> **Data provided**:
────────────────────────────────────────
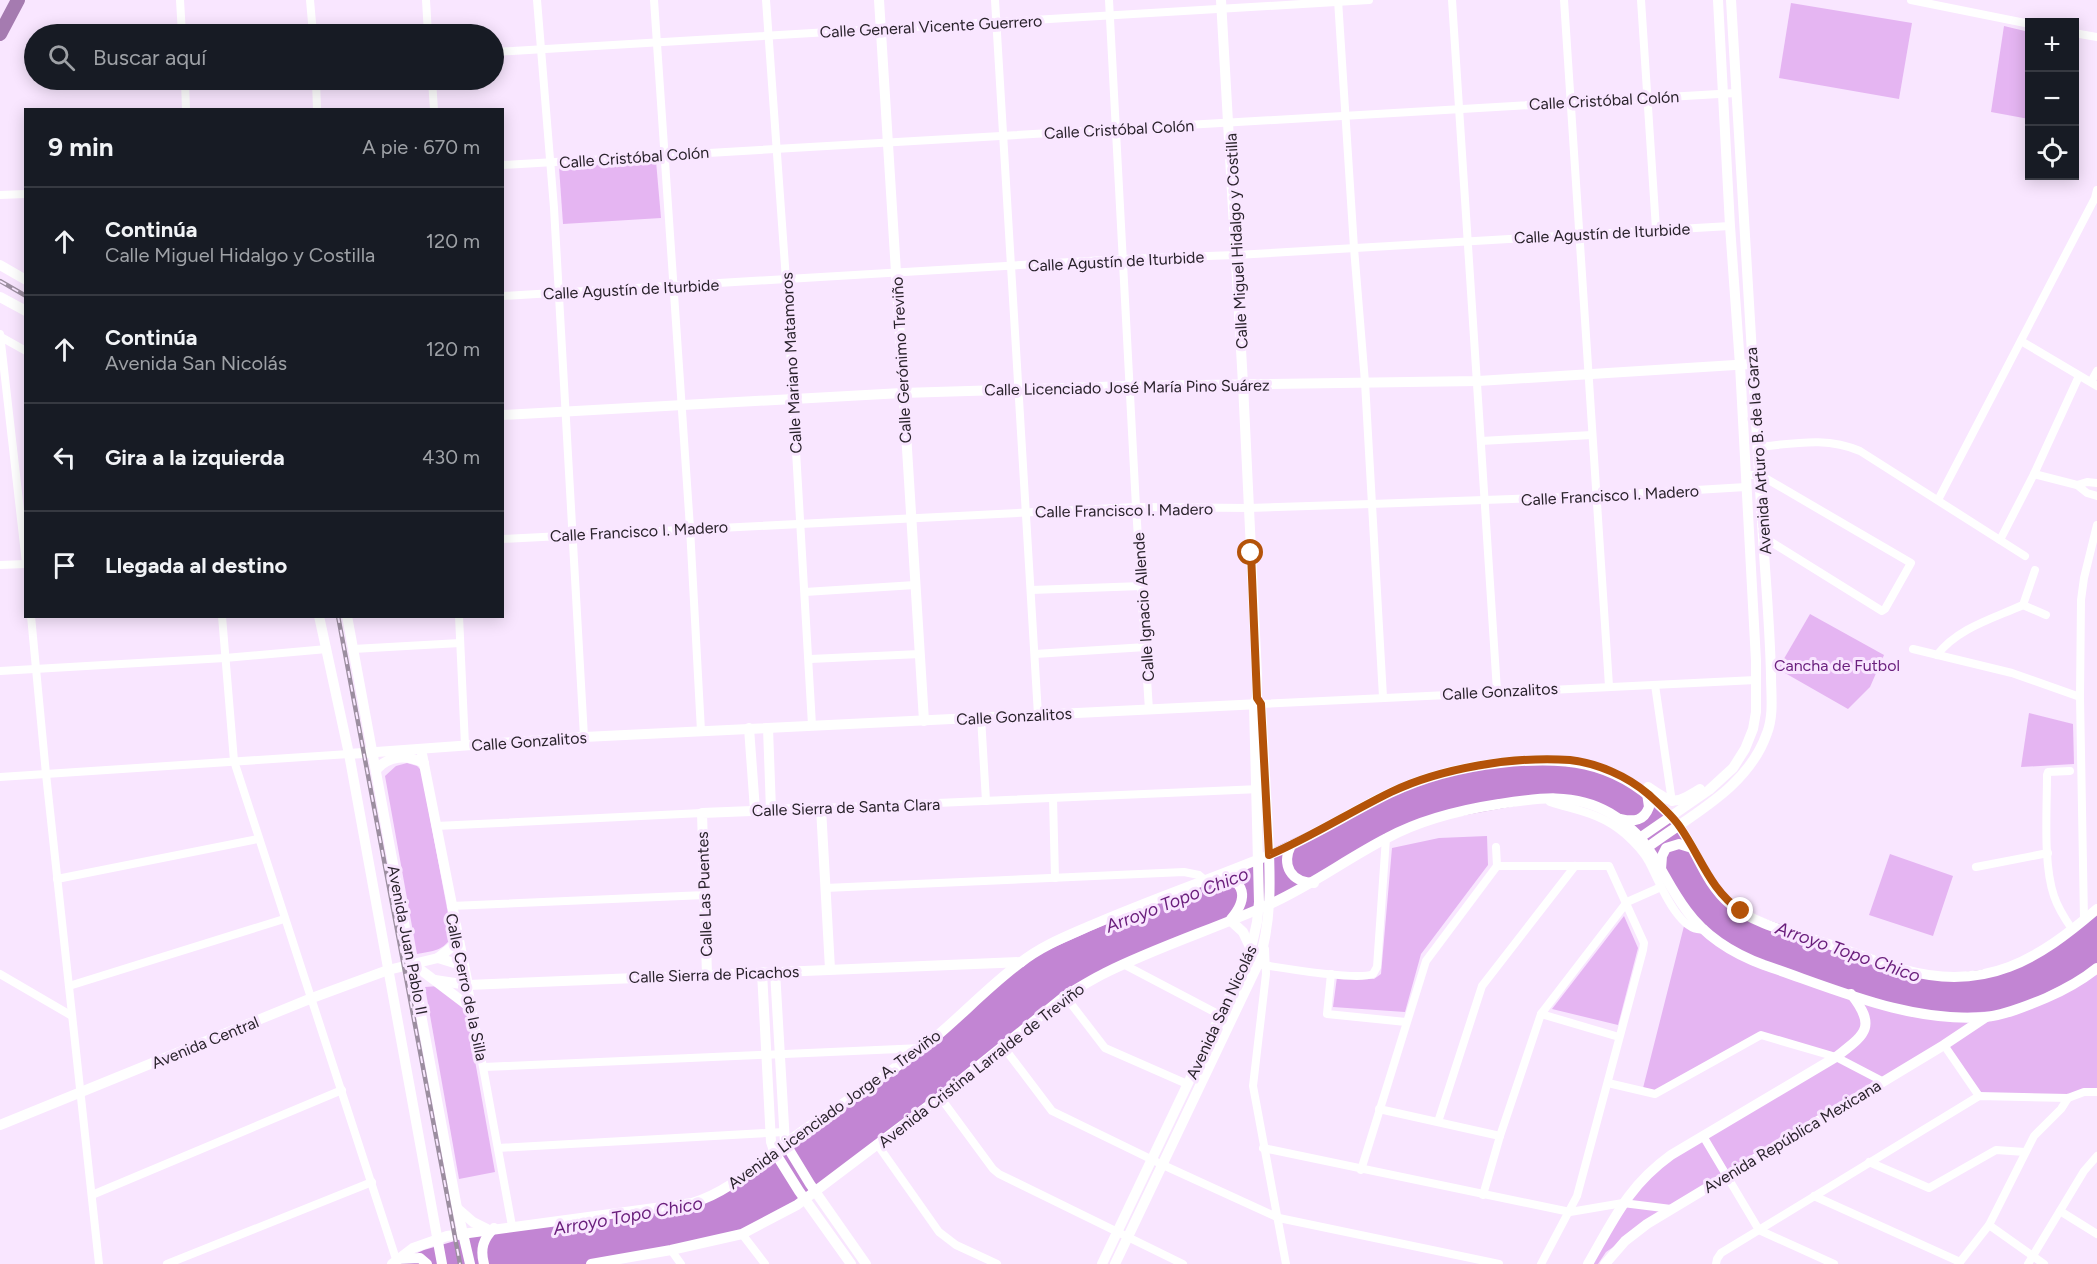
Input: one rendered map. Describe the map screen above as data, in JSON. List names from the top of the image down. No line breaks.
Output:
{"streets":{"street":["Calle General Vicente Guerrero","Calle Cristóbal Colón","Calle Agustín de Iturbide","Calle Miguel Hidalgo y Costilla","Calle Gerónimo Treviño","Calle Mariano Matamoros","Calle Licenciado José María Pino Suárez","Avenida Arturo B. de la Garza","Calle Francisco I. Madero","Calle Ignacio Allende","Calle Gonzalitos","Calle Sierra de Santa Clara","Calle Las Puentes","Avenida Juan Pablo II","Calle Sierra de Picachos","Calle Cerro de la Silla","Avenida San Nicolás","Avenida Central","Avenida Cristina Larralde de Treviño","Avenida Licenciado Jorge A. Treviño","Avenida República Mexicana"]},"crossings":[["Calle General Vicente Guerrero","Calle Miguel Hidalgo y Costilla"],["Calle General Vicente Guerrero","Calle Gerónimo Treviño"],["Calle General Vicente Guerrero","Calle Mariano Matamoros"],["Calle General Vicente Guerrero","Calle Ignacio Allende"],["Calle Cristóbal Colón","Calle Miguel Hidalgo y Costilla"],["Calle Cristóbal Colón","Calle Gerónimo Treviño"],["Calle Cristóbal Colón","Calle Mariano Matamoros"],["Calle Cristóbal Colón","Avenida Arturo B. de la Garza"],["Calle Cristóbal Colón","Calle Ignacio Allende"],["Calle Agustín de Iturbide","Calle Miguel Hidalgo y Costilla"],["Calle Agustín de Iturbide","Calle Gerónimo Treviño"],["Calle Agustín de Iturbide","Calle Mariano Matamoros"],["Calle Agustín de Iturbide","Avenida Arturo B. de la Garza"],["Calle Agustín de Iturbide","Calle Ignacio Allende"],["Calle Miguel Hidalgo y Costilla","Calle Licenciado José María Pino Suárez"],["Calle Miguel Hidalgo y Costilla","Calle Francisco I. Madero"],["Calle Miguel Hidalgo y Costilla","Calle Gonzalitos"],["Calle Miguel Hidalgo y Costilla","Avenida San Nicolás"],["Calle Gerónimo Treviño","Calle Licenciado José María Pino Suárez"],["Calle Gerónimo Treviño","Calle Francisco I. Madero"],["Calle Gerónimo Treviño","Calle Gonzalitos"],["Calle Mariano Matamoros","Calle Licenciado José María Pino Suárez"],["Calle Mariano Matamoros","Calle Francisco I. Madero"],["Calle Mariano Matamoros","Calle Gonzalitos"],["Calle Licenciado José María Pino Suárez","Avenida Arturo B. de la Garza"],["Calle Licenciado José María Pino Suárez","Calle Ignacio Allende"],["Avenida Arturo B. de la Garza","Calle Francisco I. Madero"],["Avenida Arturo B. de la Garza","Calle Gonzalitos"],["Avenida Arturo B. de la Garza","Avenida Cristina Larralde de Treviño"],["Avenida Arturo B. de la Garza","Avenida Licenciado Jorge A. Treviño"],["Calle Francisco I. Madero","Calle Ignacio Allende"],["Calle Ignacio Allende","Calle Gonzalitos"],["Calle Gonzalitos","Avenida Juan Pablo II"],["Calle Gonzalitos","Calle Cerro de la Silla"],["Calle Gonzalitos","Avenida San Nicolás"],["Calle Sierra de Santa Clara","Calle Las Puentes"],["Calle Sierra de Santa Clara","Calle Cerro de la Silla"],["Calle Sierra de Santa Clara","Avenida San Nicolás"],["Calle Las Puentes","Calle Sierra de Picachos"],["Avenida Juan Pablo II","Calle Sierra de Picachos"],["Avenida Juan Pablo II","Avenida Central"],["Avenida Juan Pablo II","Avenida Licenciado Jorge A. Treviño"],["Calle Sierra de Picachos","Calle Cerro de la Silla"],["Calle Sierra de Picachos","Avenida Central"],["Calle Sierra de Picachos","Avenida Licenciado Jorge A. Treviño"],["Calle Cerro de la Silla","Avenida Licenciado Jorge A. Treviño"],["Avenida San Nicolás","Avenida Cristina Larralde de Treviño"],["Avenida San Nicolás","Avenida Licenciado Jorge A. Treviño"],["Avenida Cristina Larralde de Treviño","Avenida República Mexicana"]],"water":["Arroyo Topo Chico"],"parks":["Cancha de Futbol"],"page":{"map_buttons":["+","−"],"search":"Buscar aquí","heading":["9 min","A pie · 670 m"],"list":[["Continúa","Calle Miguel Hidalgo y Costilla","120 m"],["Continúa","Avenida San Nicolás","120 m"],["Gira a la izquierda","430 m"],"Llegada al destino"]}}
────────────────────────────────────────
Please repeat every line of the material above exactly and without its pictures.

> **Task answer**:
Input: one rendered map. Describe the map screen above as data, in JSON. List names from the top of the image down. No line breaks.
Output:
{"streets":{"street":["Calle General Vicente Guerrero","Calle Cristóbal Colón","Calle Agustín de Iturbide","Calle Miguel Hidalgo y Costilla","Calle Gerónimo Treviño","Calle Mariano Matamoros","Calle Licenciado José María Pino Suárez","Avenida Arturo B. de la Garza","Calle Francisco I. Madero","Calle Ignacio Allende","Calle Gonzalitos","Calle Sierra de Santa Clara","Calle Las Puentes","Avenida Juan Pablo II","Calle Sierra de Picachos","Calle Cerro de la Silla","Avenida San Nicolás","Avenida Central","Avenida Cristina Larralde de Treviño","Avenida Licenciado Jorge A. Treviño","Avenida República Mexicana"]},"crossings":[["Calle General Vicente Guerrero","Calle Miguel Hidalgo y Costilla"],["Calle General Vicente Guerrero","Calle Gerónimo Treviño"],["Calle General Vicente Guerrero","Calle Mariano Matamoros"],["Calle General Vicente Guerrero","Calle Ignacio Allende"],["Calle Cristóbal Colón","Calle Miguel Hidalgo y Costilla"],["Calle Cristóbal Colón","Calle Gerónimo Treviño"],["Calle Cristóbal Colón","Calle Mariano Matamoros"],["Calle Cristóbal Colón","Avenida Arturo B. de la Garza"],["Calle Cristóbal Colón","Calle Ignacio Allende"],["Calle Agustín de Iturbide","Calle Miguel Hidalgo y Costilla"],["Calle Agustín de Iturbide","Calle Gerónimo Treviño"],["Calle Agustín de Iturbide","Calle Mariano Matamoros"],["Calle Agustín de Iturbide","Avenida Arturo B. de la Garza"],["Calle Agustín de Iturbide","Calle Ignacio Allende"],["Calle Miguel Hidalgo y Costilla","Calle Licenciado José María Pino Suárez"],["Calle Miguel Hidalgo y Costilla","Calle Francisco I. Madero"],["Calle Miguel Hidalgo y Costilla","Calle Gonzalitos"],["Calle Miguel Hidalgo y Costilla","Avenida San Nicolás"],["Calle Gerónimo Treviño","Calle Licenciado José María Pino Suárez"],["Calle Gerónimo Treviño","Calle Francisco I. Madero"],["Calle Gerónimo Treviño","Calle Gonzalitos"],["Calle Mariano Matamoros","Calle Licenciado José María Pino Suárez"],["Calle Mariano Matamoros","Calle Francisco I. Madero"],["Calle Mariano Matamoros","Calle Gonzalitos"],["Calle Licenciado José María Pino Suárez","Avenida Arturo B. de la Garza"],["Calle Licenciado José María Pino Suárez","Calle Ignacio Allende"],["Avenida Arturo B. de la Garza","Calle Francisco I. Madero"],["Avenida Arturo B. de la Garza","Calle Gonzalitos"],["Avenida Arturo B. de la Garza","Avenida Cristina Larralde de Treviño"],["Avenida Arturo B. de la Garza","Avenida Licenciado Jorge A. Treviño"],["Calle Francisco I. Madero","Calle Ignacio Allende"],["Calle Ignacio Allende","Calle Gonzalitos"],["Calle Gonzalitos","Avenida Juan Pablo II"],["Calle Gonzalitos","Calle Cerro de la Silla"],["Calle Gonzalitos","Avenida San Nicolás"],["Calle Sierra de Santa Clara","Calle Las Puentes"],["Calle Sierra de Santa Clara","Calle Cerro de la Silla"],["Calle Sierra de Santa Clara","Avenida San Nicolás"],["Calle Las Puentes","Calle Sierra de Picachos"],["Avenida Juan Pablo II","Calle Sierra de Picachos"],["Avenida Juan Pablo II","Avenida Central"],["Avenida Juan Pablo II","Avenida Licenciado Jorge A. Treviño"],["Calle Sierra de Picachos","Calle Cerro de la Silla"],["Calle Sierra de Picachos","Avenida Central"],["Calle Sierra de Picachos","Avenida Licenciado Jorge A. Treviño"],["Calle Cerro de la Silla","Avenida Licenciado Jorge A. Treviño"],["Avenida San Nicolás","Avenida Cristina Larralde de Treviño"],["Avenida San Nicolás","Avenida Licenciado Jorge A. Treviño"],["Avenida Cristina Larralde de Treviño","Avenida República Mexicana"]],"water":["Arroyo Topo Chico"],"parks":["Cancha de Futbol"],"page":{"map_buttons":["+","−"],"search":"Buscar aquí","heading":["9 min","A pie · 670 m"],"list":[["Continúa","Calle Miguel Hidalgo y Costilla","120 m"],["Continúa","Avenida San Nicolás","120 m"],["Gira a la izquierda","430 m"],"Llegada al destino"]}}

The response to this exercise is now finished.